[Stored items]
- - -
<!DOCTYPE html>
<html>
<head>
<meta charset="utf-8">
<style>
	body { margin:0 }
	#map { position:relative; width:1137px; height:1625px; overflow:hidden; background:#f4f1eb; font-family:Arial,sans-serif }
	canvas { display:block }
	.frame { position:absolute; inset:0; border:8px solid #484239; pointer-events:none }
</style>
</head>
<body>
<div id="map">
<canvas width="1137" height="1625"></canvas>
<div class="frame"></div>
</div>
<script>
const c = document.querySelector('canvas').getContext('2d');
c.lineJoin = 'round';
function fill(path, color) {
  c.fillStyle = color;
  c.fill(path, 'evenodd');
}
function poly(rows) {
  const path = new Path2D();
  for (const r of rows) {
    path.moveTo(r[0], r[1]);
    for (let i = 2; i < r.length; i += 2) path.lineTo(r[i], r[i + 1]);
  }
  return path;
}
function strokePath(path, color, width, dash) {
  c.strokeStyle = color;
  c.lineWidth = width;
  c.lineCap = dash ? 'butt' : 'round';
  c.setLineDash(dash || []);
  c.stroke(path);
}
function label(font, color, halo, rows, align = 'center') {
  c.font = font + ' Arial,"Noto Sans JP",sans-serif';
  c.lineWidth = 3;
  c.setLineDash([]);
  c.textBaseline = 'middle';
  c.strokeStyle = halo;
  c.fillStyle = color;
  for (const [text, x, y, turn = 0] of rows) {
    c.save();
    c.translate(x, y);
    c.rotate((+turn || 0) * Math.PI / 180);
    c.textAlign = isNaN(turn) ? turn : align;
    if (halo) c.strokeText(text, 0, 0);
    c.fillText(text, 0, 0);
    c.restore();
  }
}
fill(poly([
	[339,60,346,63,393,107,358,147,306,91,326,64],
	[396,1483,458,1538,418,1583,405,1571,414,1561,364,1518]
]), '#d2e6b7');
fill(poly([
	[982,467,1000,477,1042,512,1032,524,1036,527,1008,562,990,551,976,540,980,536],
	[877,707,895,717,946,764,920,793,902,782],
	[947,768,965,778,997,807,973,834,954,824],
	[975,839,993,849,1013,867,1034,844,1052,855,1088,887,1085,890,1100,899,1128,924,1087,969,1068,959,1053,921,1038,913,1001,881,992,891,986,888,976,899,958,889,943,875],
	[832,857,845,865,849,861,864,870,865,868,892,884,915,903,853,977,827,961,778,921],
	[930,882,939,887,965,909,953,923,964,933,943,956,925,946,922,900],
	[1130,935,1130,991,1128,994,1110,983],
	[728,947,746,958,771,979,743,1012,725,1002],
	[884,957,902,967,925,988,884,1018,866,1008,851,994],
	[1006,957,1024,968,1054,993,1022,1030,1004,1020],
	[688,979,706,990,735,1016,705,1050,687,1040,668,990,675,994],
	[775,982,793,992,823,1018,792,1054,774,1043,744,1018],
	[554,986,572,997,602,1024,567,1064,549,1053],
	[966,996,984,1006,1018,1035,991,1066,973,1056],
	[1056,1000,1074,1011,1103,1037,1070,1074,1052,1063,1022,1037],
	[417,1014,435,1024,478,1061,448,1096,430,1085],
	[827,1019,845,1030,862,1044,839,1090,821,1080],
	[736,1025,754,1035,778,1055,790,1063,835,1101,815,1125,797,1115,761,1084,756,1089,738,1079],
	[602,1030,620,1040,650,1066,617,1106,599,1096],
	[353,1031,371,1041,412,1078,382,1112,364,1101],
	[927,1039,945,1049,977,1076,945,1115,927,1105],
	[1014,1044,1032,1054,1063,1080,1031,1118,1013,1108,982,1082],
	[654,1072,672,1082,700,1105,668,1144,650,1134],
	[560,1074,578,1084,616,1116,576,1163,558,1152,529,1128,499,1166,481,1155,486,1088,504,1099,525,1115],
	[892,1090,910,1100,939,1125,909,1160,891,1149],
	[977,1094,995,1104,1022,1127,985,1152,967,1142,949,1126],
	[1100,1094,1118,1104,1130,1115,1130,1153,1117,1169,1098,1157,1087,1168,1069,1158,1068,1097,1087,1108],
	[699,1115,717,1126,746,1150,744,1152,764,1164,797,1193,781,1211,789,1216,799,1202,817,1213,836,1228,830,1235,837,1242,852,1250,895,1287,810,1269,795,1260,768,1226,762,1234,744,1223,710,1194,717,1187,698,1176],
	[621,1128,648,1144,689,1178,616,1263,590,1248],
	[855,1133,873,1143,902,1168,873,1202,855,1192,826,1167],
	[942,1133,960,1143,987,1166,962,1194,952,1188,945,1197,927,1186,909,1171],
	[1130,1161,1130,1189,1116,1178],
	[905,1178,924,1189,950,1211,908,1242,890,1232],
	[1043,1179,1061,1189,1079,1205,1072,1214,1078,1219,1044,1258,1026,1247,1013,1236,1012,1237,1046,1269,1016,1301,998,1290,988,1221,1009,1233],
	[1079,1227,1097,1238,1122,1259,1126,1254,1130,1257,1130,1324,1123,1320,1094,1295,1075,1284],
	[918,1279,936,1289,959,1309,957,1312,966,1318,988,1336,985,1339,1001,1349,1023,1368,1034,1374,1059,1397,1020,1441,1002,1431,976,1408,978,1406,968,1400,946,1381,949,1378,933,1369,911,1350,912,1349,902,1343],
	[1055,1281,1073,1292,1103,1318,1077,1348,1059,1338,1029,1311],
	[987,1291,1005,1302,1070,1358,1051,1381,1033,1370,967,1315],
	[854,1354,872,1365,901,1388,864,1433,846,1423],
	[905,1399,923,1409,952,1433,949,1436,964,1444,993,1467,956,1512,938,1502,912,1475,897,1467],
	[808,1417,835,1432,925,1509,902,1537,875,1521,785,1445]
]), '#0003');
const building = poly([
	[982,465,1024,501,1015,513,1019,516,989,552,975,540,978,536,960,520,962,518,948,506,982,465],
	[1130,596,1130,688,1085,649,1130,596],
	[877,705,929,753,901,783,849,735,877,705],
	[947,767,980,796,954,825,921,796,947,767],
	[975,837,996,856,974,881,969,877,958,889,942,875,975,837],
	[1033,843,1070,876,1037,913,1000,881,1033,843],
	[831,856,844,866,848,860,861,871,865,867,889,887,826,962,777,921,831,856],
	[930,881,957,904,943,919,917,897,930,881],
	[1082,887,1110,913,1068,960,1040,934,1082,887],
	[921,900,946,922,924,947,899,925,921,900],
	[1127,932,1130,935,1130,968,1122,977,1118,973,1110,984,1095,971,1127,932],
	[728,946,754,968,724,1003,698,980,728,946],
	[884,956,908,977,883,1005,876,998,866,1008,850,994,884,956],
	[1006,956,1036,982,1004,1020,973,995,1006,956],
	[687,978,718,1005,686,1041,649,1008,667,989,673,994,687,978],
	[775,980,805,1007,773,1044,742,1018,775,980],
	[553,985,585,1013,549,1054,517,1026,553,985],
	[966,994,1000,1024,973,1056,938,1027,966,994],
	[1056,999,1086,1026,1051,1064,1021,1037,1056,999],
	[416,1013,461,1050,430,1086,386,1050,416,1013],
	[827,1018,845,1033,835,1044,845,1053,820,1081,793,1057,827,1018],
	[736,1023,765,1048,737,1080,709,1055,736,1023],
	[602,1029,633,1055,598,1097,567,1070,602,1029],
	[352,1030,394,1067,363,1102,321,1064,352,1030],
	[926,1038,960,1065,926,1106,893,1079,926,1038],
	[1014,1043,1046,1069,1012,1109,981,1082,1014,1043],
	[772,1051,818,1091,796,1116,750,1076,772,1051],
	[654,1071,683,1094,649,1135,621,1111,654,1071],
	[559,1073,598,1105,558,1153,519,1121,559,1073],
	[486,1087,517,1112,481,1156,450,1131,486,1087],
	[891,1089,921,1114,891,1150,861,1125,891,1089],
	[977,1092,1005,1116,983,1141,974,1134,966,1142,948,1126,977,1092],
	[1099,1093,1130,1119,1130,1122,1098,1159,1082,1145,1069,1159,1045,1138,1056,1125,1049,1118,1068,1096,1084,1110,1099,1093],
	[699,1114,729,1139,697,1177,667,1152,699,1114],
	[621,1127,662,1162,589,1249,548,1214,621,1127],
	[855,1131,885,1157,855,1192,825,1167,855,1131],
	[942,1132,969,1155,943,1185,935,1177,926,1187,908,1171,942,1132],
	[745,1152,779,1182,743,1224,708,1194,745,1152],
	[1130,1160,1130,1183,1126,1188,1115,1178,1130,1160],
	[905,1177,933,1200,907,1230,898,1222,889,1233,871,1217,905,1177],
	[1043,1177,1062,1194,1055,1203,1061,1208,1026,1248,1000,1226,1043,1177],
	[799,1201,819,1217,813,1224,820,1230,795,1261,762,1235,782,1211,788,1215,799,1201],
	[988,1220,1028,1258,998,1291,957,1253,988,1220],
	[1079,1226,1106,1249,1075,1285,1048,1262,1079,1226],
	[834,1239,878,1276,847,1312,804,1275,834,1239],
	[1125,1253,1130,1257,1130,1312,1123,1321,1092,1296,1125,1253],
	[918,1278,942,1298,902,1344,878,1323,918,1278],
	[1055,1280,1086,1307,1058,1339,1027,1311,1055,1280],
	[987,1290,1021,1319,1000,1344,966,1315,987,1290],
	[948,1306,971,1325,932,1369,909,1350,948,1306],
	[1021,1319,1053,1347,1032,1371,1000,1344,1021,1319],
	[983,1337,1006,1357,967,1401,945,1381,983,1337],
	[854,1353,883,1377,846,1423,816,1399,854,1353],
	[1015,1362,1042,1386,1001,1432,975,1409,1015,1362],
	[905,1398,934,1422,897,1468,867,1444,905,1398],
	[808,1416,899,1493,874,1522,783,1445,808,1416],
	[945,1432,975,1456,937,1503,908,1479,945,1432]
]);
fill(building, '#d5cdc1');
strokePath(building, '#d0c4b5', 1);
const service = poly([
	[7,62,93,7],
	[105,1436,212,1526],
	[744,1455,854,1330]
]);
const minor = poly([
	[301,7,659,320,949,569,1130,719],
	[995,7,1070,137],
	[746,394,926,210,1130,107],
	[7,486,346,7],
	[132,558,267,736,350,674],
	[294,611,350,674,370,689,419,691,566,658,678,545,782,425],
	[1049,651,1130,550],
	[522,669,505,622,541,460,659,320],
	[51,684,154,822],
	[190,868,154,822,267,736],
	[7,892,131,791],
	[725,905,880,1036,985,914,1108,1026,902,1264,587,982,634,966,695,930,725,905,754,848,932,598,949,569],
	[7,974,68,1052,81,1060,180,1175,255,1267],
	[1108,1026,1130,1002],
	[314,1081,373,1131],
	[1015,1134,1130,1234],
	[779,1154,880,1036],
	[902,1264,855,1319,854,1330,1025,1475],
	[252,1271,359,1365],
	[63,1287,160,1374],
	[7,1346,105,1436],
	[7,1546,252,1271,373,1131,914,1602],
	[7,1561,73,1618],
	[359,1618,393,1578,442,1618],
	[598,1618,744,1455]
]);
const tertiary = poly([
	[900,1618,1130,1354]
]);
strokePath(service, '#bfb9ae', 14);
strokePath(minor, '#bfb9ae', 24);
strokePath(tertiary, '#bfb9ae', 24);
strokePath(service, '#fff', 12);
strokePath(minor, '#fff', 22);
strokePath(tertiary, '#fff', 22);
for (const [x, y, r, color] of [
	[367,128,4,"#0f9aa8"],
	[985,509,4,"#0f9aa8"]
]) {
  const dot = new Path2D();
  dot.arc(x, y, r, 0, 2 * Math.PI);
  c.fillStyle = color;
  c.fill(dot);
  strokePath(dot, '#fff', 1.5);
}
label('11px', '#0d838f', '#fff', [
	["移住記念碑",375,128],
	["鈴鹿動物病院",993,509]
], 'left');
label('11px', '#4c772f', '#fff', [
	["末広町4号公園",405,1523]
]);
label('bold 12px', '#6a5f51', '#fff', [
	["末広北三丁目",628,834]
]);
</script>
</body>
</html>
- - -
» ABOUT THIS TASK:
Pull every line holding "align" out of the records.

» ANSWER SECTION:
function label(font, color, halo, rows, align = 'center') {
    c.textAlign = isNaN(turn) ? turn : align;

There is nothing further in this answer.